In cell cultures analyzed in the current study, hrsACE2 inhibited the coronavirus load by a factor of 1,000-5,000. In engineered replicas of human blood vessel and kidneys — organoids grown from human stem cells — the researchers demonstrated that the virus can directly infect and duplicate itself in these tissues. This provides important information on the development of the disease and the fact that severe cases of COVID-19 present with multi-organ failure and evidence of cardiovascular damage. Clinical grade hrsACE2 also reduced the SARS-CoV-2 infection in these engineered human tissues.

“Using organoids allows us to test in a very agile way treatments that are already being used for other diseases, or that are close to being validated. In these moments in which time is short, human organoids save the time that we would spend to test a new drug in the human setting,” says Núria Montserrat, ICREA professor at the Institute for Bioengineering of Catalonia in Spain.

“The virus causing COVID-19 is a close sibling to the first SARS virus,” adds Penninger.

“Our previous work has helped to rapidly identify ACE2 as the entry gate for SARS-CoV-2, which explains a lot about the disease.

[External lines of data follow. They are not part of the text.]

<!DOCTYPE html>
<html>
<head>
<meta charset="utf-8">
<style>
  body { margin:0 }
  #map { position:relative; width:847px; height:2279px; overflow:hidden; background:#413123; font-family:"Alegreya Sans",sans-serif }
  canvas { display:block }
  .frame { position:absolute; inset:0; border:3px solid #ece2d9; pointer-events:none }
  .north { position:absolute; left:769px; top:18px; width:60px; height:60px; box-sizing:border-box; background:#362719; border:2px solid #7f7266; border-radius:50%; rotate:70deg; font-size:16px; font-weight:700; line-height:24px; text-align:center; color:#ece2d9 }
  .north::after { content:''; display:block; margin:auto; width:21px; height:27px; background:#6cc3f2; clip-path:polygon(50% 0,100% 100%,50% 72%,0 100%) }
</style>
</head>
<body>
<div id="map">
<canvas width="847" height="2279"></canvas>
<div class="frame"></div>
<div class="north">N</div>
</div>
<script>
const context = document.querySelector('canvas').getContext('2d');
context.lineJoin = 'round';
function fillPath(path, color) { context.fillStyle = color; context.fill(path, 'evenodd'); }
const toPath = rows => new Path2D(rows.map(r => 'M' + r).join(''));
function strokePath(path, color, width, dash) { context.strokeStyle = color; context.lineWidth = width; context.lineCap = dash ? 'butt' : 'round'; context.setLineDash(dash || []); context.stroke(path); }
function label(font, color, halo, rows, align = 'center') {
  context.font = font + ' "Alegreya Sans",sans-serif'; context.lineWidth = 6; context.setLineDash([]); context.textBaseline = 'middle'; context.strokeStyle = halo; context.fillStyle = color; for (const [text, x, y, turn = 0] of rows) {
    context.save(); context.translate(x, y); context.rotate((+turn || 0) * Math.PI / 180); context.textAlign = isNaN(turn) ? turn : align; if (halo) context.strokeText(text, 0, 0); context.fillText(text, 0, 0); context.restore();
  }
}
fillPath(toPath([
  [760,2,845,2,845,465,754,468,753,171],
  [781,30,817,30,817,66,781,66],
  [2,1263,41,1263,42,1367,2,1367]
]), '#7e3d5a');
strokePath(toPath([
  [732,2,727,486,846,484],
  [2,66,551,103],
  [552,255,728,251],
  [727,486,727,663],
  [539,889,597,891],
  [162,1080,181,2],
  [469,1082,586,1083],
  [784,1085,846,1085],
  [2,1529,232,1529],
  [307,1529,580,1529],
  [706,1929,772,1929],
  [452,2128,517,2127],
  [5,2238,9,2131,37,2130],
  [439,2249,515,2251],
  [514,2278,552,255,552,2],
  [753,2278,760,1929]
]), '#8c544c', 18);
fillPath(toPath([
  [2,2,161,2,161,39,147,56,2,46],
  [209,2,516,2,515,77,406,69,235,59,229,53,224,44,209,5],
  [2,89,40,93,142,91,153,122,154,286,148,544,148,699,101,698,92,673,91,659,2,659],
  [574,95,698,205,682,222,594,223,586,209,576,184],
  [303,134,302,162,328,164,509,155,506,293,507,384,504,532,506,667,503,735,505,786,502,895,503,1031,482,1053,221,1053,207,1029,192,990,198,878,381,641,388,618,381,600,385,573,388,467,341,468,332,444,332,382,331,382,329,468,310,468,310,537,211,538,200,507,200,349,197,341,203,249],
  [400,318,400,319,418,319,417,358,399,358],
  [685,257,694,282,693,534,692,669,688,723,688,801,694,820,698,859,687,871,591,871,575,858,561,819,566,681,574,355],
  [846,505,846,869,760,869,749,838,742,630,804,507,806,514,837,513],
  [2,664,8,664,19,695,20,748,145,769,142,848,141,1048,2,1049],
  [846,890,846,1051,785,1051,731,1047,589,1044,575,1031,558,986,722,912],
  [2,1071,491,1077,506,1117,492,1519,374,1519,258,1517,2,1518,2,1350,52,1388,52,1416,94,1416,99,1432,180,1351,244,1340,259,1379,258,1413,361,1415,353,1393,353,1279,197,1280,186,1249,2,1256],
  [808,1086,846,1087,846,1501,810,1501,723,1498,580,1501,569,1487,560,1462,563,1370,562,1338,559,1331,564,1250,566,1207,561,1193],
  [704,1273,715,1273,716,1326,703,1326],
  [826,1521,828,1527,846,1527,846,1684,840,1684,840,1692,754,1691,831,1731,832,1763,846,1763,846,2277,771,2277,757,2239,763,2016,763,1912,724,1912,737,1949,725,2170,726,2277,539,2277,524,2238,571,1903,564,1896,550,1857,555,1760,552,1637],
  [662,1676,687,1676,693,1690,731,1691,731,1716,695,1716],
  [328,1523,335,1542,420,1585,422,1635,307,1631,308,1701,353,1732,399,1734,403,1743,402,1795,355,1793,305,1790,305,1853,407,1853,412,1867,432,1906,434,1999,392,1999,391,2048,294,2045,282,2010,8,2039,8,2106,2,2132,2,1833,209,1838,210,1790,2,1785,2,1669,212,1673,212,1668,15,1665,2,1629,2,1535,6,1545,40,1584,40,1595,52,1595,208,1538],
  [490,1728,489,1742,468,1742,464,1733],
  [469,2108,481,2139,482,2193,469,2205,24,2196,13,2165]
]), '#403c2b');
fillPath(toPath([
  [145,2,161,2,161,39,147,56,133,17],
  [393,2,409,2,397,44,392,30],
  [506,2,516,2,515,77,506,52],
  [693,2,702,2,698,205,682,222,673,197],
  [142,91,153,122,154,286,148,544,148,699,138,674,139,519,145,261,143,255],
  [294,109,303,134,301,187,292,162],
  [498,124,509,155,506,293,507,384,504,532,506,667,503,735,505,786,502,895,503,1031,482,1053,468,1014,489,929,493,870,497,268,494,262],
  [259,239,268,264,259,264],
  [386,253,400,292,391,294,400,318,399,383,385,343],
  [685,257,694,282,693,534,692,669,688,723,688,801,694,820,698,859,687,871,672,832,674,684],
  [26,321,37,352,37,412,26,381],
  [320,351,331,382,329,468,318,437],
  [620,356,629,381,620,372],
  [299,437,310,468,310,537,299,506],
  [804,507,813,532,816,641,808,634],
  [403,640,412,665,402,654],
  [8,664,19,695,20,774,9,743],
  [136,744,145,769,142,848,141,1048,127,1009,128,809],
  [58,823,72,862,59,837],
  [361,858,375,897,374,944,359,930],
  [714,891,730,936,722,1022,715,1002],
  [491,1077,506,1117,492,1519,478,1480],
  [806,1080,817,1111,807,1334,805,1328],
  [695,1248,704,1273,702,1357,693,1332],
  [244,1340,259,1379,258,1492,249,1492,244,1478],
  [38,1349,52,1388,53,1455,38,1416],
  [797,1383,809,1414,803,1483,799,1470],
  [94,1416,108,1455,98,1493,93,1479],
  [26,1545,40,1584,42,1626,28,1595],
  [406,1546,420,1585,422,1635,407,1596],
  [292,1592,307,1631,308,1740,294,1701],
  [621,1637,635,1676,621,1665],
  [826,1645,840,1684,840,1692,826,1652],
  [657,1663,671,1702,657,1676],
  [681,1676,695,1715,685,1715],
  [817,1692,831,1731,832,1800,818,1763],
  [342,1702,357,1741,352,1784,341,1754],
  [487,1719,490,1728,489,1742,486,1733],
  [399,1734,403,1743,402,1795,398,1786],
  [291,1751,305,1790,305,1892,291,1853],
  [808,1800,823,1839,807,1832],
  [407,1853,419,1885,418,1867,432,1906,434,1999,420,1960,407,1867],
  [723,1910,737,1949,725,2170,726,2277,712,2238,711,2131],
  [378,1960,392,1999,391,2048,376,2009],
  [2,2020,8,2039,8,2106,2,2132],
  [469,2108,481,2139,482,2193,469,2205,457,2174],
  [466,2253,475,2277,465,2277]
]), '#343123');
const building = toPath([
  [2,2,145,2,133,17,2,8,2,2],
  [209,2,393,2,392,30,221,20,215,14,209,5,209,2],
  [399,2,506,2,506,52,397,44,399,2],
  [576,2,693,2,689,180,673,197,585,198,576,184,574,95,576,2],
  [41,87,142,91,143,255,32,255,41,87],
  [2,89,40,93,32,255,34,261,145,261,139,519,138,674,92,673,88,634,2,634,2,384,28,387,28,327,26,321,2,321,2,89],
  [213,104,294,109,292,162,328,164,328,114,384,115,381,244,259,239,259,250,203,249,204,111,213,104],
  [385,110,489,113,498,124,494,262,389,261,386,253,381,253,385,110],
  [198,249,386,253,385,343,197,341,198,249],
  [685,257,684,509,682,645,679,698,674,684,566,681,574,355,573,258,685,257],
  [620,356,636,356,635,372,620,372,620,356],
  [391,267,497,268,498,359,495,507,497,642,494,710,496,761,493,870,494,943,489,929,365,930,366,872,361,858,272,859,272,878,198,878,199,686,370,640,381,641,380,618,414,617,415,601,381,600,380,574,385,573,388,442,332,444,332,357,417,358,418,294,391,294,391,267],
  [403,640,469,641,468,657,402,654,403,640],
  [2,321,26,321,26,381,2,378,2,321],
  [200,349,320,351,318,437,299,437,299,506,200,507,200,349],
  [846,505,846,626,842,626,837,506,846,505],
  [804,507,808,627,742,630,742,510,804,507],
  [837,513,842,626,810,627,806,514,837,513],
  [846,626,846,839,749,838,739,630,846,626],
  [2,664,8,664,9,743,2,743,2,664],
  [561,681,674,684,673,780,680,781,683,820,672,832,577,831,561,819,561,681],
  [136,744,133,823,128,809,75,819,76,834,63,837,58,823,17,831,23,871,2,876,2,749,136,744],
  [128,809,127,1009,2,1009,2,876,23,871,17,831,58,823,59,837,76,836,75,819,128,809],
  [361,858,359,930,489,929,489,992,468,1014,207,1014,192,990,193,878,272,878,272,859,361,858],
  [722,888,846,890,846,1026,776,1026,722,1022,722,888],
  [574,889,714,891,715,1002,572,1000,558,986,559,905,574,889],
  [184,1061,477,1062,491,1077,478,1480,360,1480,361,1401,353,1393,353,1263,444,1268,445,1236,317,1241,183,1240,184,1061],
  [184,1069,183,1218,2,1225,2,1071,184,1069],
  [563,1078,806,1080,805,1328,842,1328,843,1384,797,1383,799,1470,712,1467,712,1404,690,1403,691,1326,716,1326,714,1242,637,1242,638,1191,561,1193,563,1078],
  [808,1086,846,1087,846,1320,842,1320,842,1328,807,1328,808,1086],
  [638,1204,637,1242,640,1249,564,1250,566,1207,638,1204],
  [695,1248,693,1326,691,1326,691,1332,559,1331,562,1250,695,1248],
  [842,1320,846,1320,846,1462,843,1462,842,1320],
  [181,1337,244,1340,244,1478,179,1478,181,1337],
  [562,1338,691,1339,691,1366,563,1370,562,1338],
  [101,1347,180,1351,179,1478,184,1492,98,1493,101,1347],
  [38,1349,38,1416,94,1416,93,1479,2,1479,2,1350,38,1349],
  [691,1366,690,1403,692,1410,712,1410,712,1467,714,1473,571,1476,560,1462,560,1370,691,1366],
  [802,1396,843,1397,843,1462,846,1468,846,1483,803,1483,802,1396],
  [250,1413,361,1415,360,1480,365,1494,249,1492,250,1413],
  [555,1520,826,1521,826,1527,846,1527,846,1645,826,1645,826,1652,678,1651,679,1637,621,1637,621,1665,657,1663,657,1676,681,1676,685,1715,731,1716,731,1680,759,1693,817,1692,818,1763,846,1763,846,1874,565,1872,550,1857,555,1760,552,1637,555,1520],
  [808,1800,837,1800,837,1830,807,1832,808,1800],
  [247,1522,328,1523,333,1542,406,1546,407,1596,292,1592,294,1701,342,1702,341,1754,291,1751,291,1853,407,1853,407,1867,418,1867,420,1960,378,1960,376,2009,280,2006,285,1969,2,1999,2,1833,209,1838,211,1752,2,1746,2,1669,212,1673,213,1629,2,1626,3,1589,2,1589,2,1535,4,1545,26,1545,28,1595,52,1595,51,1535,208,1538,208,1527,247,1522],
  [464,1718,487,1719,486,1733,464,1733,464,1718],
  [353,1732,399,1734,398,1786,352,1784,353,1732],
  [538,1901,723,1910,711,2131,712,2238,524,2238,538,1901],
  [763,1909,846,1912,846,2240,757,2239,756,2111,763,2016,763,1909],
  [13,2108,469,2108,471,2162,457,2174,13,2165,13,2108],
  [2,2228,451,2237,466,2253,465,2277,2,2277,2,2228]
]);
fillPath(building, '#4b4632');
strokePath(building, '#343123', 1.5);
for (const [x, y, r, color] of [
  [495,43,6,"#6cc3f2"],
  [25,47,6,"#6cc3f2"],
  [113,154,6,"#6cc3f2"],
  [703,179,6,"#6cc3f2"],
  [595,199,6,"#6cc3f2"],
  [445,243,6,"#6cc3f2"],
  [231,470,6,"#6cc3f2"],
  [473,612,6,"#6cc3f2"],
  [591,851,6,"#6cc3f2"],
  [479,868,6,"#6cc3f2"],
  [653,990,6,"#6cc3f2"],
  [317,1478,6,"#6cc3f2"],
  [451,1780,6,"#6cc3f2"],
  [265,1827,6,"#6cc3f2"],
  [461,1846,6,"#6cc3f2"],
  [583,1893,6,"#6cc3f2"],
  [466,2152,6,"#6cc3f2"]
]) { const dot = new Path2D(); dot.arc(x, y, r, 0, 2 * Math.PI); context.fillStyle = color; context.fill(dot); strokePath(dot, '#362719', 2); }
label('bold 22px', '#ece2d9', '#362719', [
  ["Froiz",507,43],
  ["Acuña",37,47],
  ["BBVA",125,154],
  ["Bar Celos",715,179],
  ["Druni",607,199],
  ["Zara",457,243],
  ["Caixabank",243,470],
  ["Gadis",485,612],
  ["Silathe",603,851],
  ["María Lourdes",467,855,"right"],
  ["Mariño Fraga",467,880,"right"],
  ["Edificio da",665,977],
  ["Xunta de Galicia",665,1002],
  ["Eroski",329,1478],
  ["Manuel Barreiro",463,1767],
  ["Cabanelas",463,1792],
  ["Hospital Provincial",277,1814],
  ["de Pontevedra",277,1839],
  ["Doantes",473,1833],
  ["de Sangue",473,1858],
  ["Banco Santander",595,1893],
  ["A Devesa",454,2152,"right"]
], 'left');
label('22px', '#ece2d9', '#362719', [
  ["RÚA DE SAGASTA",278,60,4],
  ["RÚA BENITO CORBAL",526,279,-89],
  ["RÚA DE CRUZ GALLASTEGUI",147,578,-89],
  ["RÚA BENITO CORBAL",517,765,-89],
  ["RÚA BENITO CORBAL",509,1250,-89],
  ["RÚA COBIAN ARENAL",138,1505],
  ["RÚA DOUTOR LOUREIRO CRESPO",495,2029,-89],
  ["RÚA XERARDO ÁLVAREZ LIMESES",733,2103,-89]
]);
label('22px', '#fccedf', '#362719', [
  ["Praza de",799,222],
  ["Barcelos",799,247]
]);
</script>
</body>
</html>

Now we know that a soluble form of ACE2 that catches the virus away, could be indeed a very rational therapy that specifically targets the gate the virus must take to infect us. There is hope for this horrible pandemic.”

This research was supported in part by the Canadian federal government through emergency funding focused on accelerating the development, testing, and implementation of measures to deal with the COVID-19 outbreak.